Doing the math for a flywheel launcher is surprisingly involved. I’ve created this spreadsheet to simplify it. The paper that the math is based on is linked in the README. Originally based on JVN’s design calculator.
I plugged 'Snow Problem’s launcher parameters into it and got a trajectory pretty similar to what we saw on the real robot, but I’d really appreciate more validation, especially for higher-MOI systems and any data about recovery time and peak current that you can provide!
Your power calculation is incorrect.
Power [watt] is torque [NM] · rotation speed [rad/sec]
Power [Killo-watt] is torque [NM] · rotation speed [rad/sec]/1000
You wrote in line 5 power [Killo watt] = torque[NM] · rotation speeed[1/minute(aka RPM)]/1000
You need to multiply the rotation speed [RPM] by 2pi/60 to get the speed in [rad/sec]

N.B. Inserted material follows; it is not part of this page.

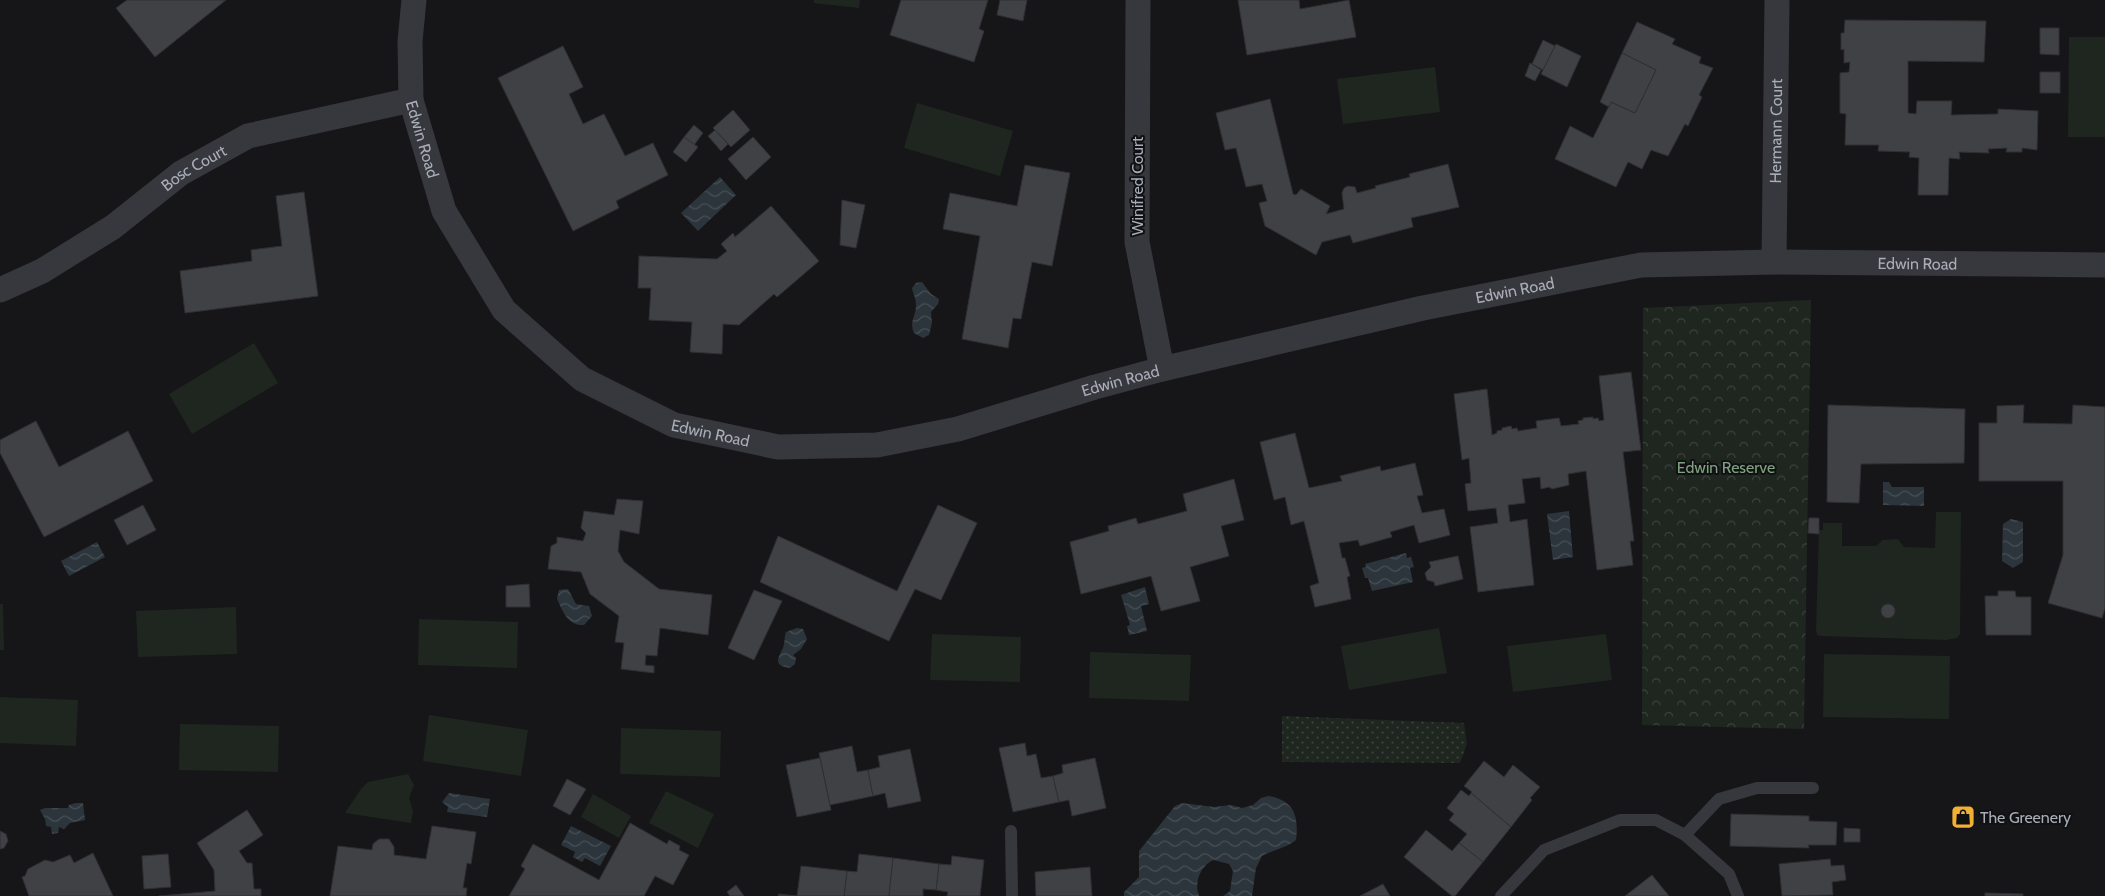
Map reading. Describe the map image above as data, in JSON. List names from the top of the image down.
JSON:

Anyway, this is a very cool tool and you can add stuff to it like additional motors’ data, efficiency curve (output power over input power(aka voltage times current)) and more
I used OSP Tracker to analyze the video that he shot from the side, and considering that this was caught at 8x normal speed, the data gives a launch speed of 26.1 ft/s- almost exactly what the model predicts! See also: (Rough) Launch trajectory
I’ve been working on a similar calculator for a while now, and I’ve been stuck on a few things. I took some time to look over how you handled these problems, and I want to confirm that I’m understanding your solutions correctly.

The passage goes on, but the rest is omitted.